I wonder about a lot of things, some of them worth writing about, most of them not. I wonder a lot about people (myself and others). I wonder about our place in the rest of the created order. I wonder why we think and act as we do. I wonder about our relationship with God. For that matter, I wonder a lot about God … whatever God is.
I’m content to wonder. I find it easy. Certainty has never served me well. It requires a lot of effort – effort, first of all, to arrive at it – all the sorting and judging and prioritizing. And then there’s the defending that certainty takes – always checking that I’ve not missed something; that I’ve garnered sufficient arguments to adequately protect the absolute rightness of my position. It’s exhausting. And I never seem to be able to do it sufficiently well.
But wondering – now there’s a liberating activity. I can join those who are certain and come alongside them in their world view without having to embrace what they think or believe. I can be genuinely curious about who they are and what has brought them to the understanding they have. I can find them fascinating and see them as my potential teachers. I can befriend them, though I may tend to disagree with them.
But if I engage with others who think or believe differently from me, and I do it from a position of certainty, it’s easy for the dynamic between us to be something other than friendly. If I don’t find myself needing to defend what I “know” to be true, I may feel a need to convince the other person of the rightness of my position. Wondering is a softer way to relate.
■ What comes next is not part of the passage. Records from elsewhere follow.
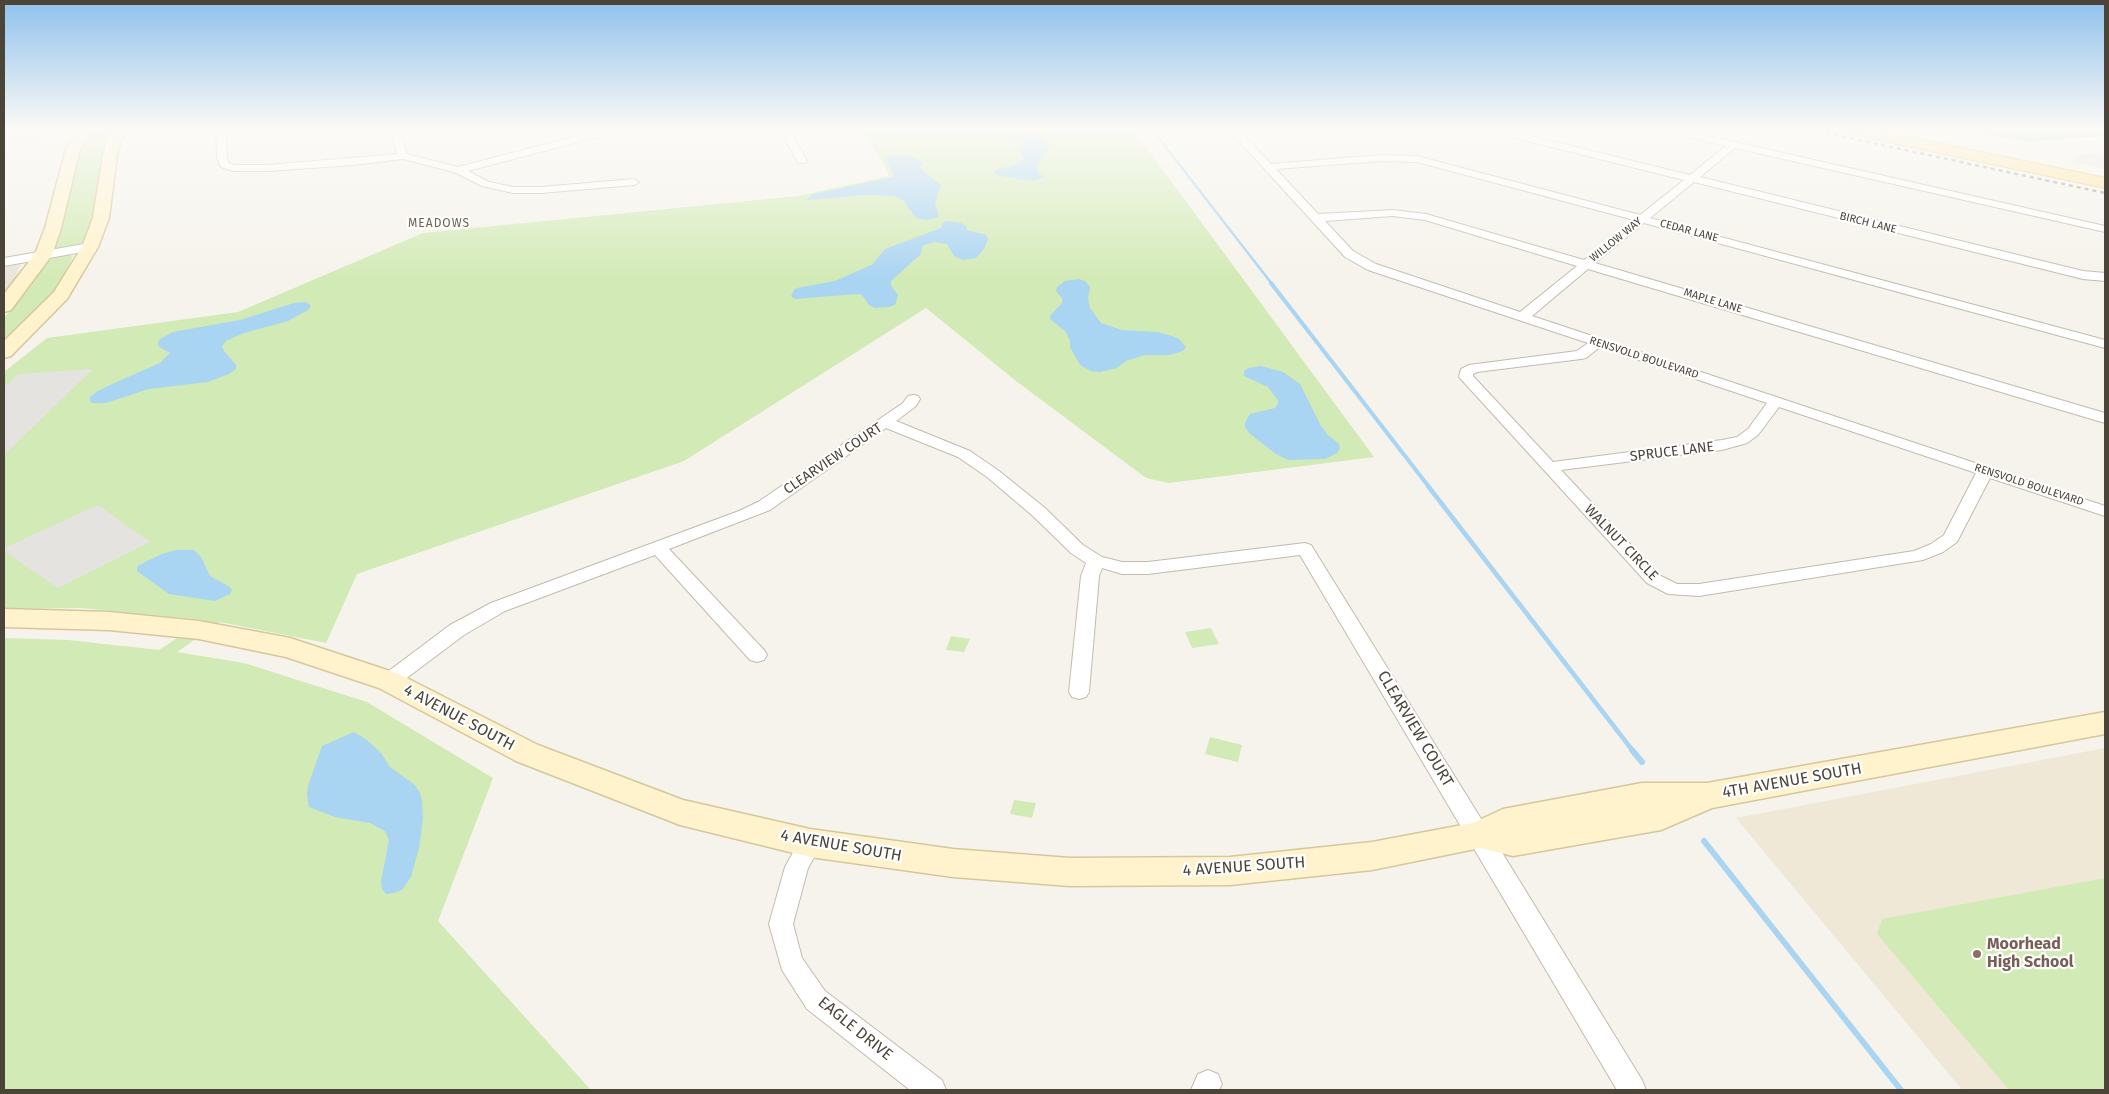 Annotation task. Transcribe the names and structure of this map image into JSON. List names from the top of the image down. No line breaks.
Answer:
{"streets":{"street":["BIRCH LANE","CEDAR LANE","WILLOW WAY","MAPLE LANE","RENSVOLD BOULEVARD","SPRUCE LANE","CLEARVIEW COURT","WALNUT CIRCLE","4 AVENUE SOUTH","4TH AVENUE SOUTH","EAGLE DRIVE"]},"crossings":[["BIRCH LANE","WILLOW WAY"],["CEDAR LANE","WILLOW WAY"],["WILLOW WAY","MAPLE LANE"],["WILLOW WAY","RENSVOLD BOULEVARD"],["MAPLE LANE","RENSVOLD BOULEVARD"],["RENSVOLD BOULEVARD","SPRUCE LANE"],["RENSVOLD BOULEVARD","WALNUT CIRCLE"],["SPRUCE LANE","WALNUT CIRCLE"],["CLEARVIEW COURT","4 AVENUE SOUTH"],["4 AVENUE SOUTH","4TH AVENUE SOUTH"],["4 AVENUE SOUTH","EAGLE DRIVE"]],"districts":["MEADOWS"],"places":["Moorhead High School"]} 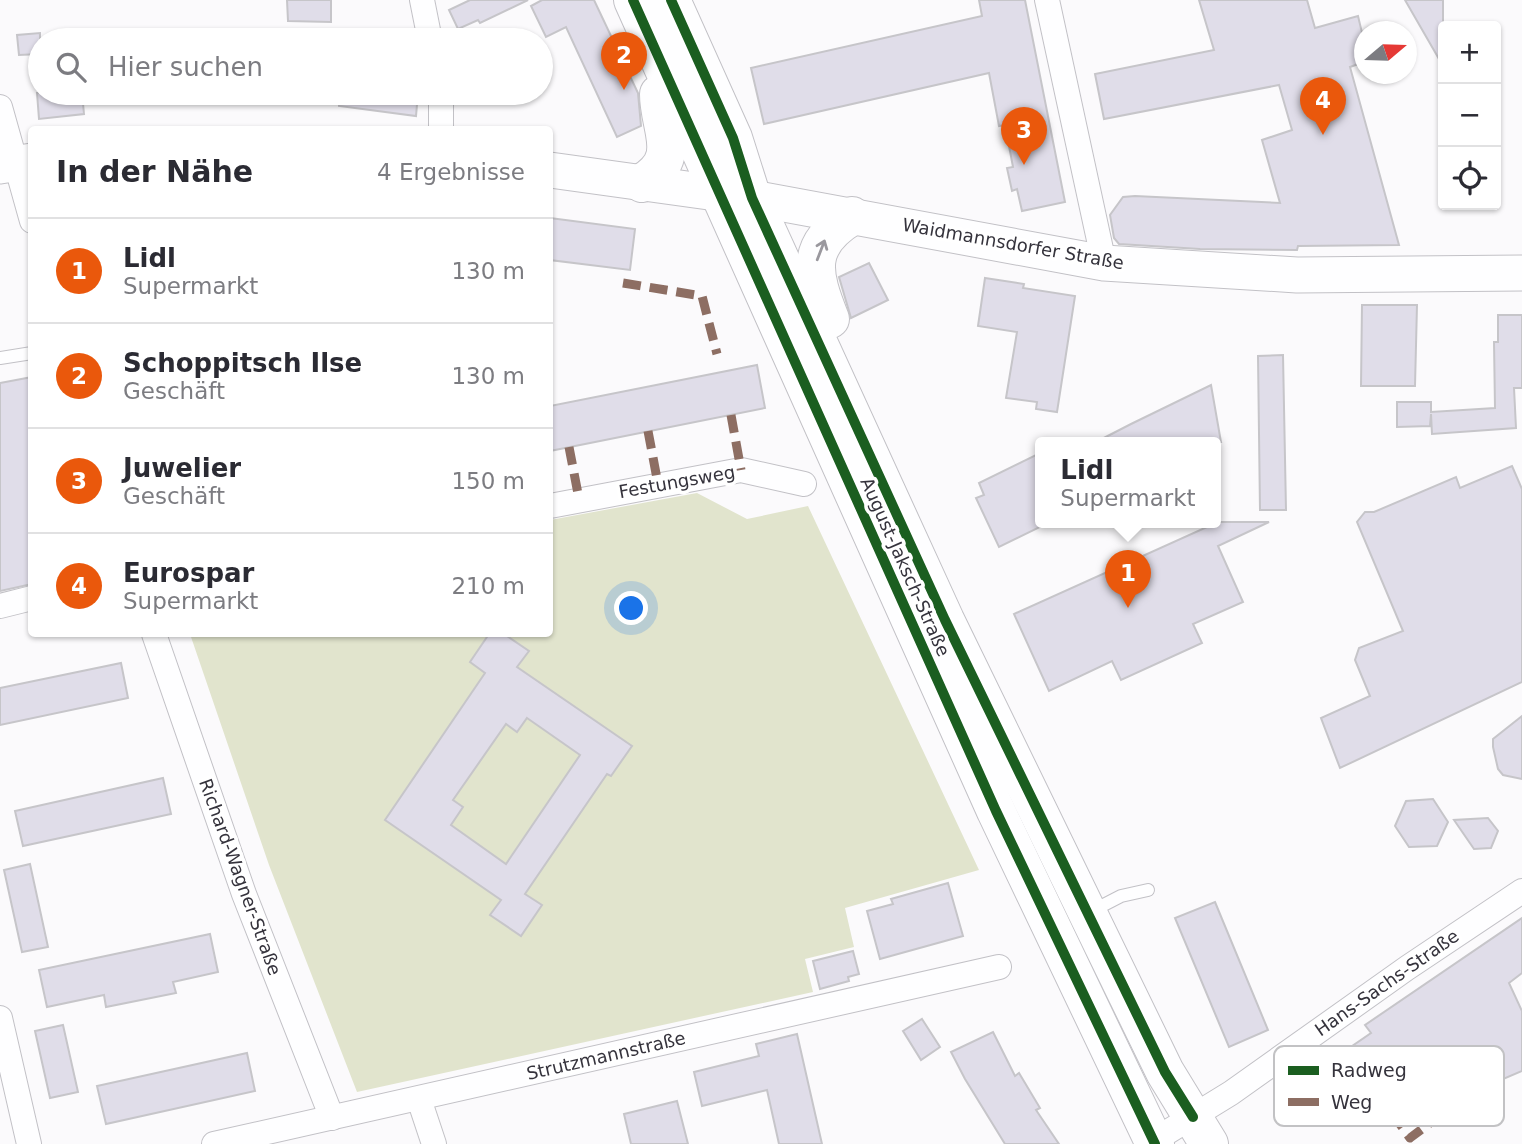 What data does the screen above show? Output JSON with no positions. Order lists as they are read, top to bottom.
{
  "streets": {
    "main road": ["August-Jaksch-Straße"],
    "street": [
      "Waidmannsdorfer Straße",
      "Festungsweg",
      "Richard-Wagner-Straße",
      "Hans-Sachs-Straße",
      "Strutzmannstraße"
    ]
  },
  "crossings": [
    ["Waidmannsdorfer Straße", "August-Jaksch-Straße"],
    ["August-Jaksch-Straße", "Hans-Sachs-Straße"],
    ["Richard-Wagner-Straße", "Strutzmannstraße"]
  ],
  "legend": ["Radweg", "Weg"],
  "north": "right",
  "page": {
    "map_buttons": ["+", "−"],
    "search": "Hier suchen",
    "pins": [
      "2",
      "4",
      "3",
      "1"
    ],
    "heading": ["In der Nähe", "4 Ergebnisse"],
    "list": [
      {
        "mark": "1",
        "name": "Lidl",
        "note": "Supermarkt",
        "value": "130 m"
      },
      {
        "mark": "2",
        "name": "Schoppitsch Ilse",
        "note": "Geschäft",
        "value": "130 m"
      },
      {
        "mark": "3",
        "name": "Juwelier",
        "note": "Geschäft",
        "value": "150 m"
      },
      {
        "mark": "4",
        "name": "Eurospar",
        "note": "Supermarkt",
        "value": "210 m"
      }
    ],
    "popup": ["Lidl", "Supermarkt"]
  }
}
I wonder how it is that humans (along with all the rest of creation?) are imbued with something we tend to think of as “other.” I wonder if maybe that spark isn’t different from us … just not the whole of us. And that makes me wonder about the nature of God and where and how God is. Is God “person” … an entity with character in the same way we think about humans – the way most Christians were taught? Or, might God be consciousness itself … or pure information? Or, as we Christians say, might God actually be Love … not someone or some thing that loves, but Love itself at the heart of the Cosmos? And what does that mean?
I wonder a lot. Come to think of it, I wonder if wondering is all I’ve cracked it up to be. Maybe a little certainty wouldn’t be such a bad thing. I do know it matters to how we treat one another. Or maybe I’ll keep wondering and just try to be a kind person/self-giving person/compassionate person … the sort of person I happened to be raised knowing about from the stories of Jesus.